The creation of the corridor aroused great resentment in Germany, and all interwar governments of the Weimar Republic refused to recognize the eastern borders agreed at Versailles, and refused to follow Germany's acknowledgment of its western borders in the Locarno Treaties of 1925 with a similar declaration with respect to its eastern borders.

Institutions in Weimar Germany supported and encouraged German minority organizations in Poland, in part radicalized by the Polish policy towards them, in filing close to 10,000 complaints about violations of minority rights to the League of Nations.

Poland in 1931 declared her commitment to peace, but pointed out that any attempt to revise its borders would mean war.
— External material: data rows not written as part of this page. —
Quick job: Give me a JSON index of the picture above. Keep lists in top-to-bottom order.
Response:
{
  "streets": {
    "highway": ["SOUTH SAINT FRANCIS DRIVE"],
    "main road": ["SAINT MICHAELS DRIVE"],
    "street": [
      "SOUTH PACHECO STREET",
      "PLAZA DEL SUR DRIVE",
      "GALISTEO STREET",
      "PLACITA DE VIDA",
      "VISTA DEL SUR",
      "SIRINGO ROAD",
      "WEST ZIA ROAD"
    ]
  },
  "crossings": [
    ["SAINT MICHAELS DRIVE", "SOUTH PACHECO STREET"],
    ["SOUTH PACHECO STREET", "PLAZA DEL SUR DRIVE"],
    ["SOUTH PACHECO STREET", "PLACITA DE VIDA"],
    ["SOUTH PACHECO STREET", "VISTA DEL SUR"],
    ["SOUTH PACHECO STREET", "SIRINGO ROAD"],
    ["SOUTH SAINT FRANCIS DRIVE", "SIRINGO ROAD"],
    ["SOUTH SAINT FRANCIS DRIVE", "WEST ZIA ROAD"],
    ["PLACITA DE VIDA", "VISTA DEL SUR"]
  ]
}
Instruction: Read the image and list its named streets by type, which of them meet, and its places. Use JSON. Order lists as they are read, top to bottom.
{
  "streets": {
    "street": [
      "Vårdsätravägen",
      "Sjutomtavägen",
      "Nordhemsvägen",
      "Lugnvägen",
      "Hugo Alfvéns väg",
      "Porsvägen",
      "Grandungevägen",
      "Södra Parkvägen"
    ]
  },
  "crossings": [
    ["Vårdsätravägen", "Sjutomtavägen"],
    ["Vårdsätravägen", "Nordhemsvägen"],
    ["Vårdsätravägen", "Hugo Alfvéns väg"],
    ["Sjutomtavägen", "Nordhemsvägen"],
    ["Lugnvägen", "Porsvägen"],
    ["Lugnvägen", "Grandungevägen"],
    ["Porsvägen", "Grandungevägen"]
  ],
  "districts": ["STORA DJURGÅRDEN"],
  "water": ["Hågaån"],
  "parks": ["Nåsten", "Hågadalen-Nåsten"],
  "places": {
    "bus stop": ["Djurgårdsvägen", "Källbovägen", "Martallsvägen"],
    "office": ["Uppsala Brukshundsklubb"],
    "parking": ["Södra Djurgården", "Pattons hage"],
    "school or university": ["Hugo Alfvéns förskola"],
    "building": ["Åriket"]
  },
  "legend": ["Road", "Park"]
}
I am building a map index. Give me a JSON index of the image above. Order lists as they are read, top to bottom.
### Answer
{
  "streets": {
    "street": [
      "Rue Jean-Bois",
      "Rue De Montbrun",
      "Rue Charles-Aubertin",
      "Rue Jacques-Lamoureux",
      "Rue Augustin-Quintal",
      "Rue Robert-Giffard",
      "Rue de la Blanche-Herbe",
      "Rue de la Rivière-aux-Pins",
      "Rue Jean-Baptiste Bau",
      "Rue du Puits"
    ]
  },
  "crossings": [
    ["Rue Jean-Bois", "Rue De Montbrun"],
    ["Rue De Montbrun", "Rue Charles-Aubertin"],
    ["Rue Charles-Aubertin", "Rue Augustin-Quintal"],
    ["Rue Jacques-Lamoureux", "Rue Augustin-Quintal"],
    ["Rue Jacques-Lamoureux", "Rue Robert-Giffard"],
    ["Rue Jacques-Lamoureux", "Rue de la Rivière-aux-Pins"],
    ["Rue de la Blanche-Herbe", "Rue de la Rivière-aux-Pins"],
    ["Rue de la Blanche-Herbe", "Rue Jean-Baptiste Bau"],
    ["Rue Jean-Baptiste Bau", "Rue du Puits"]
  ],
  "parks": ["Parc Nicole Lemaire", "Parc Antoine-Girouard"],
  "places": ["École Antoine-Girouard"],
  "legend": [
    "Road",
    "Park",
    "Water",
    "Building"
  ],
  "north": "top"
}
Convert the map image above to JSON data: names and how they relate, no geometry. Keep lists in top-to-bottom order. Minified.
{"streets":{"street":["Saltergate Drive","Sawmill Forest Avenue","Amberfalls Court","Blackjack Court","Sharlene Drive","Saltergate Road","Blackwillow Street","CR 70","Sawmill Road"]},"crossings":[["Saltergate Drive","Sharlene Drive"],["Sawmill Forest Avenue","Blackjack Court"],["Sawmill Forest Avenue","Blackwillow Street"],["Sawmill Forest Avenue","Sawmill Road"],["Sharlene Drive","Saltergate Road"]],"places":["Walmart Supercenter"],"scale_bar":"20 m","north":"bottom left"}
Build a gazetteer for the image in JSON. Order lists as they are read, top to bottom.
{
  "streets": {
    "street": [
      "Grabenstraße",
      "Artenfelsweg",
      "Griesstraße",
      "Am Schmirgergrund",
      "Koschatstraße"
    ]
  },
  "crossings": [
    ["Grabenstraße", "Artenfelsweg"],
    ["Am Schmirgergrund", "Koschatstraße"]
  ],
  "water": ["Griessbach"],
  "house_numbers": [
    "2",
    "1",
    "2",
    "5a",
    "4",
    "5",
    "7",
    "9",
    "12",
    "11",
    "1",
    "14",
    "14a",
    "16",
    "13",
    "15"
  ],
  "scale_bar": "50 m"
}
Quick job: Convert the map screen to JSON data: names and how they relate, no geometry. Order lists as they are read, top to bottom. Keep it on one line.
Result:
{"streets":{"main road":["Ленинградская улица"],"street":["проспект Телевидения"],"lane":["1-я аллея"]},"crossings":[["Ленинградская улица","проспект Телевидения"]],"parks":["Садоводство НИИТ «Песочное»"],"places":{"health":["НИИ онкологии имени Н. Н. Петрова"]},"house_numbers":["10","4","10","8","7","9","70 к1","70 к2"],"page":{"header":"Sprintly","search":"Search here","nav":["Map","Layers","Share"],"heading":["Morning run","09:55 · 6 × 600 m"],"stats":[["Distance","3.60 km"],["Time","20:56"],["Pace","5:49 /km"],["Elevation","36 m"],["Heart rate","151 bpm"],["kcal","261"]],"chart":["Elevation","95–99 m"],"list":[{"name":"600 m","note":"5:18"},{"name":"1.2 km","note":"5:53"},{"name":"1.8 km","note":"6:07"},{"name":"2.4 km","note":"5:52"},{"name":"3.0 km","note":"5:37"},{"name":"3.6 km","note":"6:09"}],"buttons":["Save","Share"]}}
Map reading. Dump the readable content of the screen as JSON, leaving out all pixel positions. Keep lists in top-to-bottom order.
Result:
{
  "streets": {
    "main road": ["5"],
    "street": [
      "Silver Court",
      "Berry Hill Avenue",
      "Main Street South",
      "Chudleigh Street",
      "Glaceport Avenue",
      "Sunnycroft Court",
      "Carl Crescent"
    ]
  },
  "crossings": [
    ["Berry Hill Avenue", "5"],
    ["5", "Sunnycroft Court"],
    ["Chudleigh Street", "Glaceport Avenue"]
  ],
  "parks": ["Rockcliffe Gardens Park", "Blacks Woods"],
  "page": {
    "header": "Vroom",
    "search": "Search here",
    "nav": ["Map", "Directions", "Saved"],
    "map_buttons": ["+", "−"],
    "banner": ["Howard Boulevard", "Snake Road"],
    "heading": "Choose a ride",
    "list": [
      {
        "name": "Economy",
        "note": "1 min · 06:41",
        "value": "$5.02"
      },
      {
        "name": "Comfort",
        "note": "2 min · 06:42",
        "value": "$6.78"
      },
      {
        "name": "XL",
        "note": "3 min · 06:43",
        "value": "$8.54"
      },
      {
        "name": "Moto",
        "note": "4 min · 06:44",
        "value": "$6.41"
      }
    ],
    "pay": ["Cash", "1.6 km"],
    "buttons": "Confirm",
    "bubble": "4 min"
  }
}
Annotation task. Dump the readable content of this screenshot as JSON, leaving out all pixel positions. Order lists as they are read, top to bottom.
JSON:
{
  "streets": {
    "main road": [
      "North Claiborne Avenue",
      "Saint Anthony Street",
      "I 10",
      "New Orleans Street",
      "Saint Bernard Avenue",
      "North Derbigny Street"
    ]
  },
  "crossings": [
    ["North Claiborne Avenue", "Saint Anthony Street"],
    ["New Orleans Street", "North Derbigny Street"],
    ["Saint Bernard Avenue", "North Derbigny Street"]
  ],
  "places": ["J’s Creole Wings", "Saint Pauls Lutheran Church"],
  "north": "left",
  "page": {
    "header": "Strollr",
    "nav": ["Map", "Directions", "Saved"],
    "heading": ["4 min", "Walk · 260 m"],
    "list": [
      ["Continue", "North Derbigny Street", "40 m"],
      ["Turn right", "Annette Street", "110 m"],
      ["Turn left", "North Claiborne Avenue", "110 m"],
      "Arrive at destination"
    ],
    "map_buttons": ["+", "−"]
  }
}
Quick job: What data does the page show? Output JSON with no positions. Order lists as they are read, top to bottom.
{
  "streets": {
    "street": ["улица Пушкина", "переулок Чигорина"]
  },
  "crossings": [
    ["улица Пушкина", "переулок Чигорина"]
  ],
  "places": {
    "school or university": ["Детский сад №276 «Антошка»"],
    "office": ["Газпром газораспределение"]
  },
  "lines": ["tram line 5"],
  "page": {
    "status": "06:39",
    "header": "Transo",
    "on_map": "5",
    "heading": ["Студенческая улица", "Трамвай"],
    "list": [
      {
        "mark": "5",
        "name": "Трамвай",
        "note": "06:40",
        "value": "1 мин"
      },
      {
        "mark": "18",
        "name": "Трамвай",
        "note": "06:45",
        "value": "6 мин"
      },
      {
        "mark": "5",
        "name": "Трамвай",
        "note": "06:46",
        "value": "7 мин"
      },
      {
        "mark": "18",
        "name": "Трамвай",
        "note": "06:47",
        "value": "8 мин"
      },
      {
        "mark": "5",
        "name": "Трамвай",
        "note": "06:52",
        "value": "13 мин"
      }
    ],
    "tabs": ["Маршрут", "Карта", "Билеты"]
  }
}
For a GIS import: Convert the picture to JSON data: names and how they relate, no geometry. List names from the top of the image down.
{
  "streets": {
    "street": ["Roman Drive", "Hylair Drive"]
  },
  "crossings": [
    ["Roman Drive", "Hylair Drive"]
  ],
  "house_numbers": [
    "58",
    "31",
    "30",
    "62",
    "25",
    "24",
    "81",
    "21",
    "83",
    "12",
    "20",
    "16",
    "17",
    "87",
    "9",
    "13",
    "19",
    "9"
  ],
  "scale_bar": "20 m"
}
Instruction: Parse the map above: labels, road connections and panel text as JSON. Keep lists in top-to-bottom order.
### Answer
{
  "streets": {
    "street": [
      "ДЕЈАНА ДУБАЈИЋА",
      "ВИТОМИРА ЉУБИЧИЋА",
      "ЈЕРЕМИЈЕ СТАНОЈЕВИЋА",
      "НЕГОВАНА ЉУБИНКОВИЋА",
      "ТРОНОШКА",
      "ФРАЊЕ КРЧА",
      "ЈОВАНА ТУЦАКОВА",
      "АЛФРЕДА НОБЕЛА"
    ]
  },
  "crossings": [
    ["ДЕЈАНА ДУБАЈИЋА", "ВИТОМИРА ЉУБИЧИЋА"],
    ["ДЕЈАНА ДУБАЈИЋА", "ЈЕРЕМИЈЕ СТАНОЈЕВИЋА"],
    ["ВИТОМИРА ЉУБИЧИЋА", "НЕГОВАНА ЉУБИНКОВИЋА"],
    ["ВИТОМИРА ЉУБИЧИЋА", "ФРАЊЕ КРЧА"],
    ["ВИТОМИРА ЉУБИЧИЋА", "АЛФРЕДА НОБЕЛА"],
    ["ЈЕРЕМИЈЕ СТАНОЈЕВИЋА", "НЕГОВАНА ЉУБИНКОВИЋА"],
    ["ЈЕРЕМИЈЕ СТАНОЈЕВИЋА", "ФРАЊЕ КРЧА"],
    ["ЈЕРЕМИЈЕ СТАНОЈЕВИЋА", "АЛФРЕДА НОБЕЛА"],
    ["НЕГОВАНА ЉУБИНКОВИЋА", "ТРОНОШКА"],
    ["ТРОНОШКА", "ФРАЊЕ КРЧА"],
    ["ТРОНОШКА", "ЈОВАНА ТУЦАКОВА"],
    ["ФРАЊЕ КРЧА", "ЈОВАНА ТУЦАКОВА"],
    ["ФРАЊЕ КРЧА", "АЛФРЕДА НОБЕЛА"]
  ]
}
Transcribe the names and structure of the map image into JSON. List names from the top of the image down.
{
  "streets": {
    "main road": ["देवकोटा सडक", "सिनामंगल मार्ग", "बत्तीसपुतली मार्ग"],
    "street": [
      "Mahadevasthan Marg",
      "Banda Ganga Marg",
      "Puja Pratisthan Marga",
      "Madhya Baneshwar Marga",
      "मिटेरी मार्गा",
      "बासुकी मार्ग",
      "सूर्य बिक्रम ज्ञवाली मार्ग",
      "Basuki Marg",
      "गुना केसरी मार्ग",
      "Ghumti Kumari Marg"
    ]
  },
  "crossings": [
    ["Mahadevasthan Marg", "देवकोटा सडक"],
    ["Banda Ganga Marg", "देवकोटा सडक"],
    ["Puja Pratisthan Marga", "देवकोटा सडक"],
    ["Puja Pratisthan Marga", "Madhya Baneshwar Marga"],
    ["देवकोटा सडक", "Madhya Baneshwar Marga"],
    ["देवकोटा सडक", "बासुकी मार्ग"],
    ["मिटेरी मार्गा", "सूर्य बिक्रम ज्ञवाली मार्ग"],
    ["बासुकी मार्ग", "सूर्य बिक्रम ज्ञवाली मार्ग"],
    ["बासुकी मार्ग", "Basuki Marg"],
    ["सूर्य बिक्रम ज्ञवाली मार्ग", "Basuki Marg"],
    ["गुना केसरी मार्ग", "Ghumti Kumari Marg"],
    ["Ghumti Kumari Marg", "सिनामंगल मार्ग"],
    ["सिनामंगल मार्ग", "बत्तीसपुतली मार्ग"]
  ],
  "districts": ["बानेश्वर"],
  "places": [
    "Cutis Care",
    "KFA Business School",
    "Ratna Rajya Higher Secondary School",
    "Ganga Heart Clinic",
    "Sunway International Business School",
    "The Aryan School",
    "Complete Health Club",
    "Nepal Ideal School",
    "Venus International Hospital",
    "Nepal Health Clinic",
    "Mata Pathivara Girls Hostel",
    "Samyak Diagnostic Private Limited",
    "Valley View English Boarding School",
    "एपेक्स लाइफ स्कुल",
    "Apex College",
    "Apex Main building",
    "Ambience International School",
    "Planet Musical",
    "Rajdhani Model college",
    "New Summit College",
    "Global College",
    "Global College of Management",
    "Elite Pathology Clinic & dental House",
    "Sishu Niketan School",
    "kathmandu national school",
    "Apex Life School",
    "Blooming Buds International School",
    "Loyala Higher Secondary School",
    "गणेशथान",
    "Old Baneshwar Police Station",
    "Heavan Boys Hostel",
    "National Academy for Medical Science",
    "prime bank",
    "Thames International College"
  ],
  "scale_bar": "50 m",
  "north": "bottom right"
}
Additionally, in conversation with U.S. President Herbert Hoover, Polish delegate Filipowicz noted that any continued provocations by Germany could tempt the Polish side to invade, in order to settle the issue once and for all.

== Nazi German and Polish diplomacy ==

The Nazi Party, led by Adolf Hitler, took power in Germany in 1933. Hitler at first ostentatiously pursued a policy of rapprochement with Poland, culminating in the ten-year Polish-German Non-Aggression Pact of 1934. In the years that followed, Germany placed an emphasis on rearmament, as did Poland and other European powers. Despite this, the Nazis were able to achieve their immediate goals without provoking armed conflict: firstly, in March 1938 Nazi Germany annexed Austria, and in the late September the Sudetenland after the Munich Agreement; Poland also made an advance against Czechoslovakia and annexed Trans-Olza (1 October 1938). Germany tried to get Poland to join the Anti-Comintern Pact. Poland refused, as the alliance was rapidly becoming a sphere of influence of an increasingly powerful Germany. On 24 October 1938, the German Foreign Minister Joachim von Ribbentrop asked the Polish ambassador Józef Lipski to have Poland sign the Anti-Comintern Pact. During a visit to Rome on 27–28 October 1938, Ribbentrop told the Italian Foreign Minister Count Galeazzo Ciano that he wanted to turn the Anti-Comintern Pact into a military alliance, and spoke of his desire to have Poland, Yugoslavia, Hungary and Romania sign the Anti-Comintern Pact so "all our energies can be directed against the Western democracies". In a secret speech before a group of 200 German journalists on 10 November 1938, Hitler complained that his peace propaganda stressing that his foreign policy was based upon the peaceful revision of the Treaty of Versailles had been too successful with the German people, and he called for a new propaganda campaign intended to stoke a bellicose mood in Germany. Notably, the enemies Hitler had in mind in his speech was not Poland, but rather France and Britain.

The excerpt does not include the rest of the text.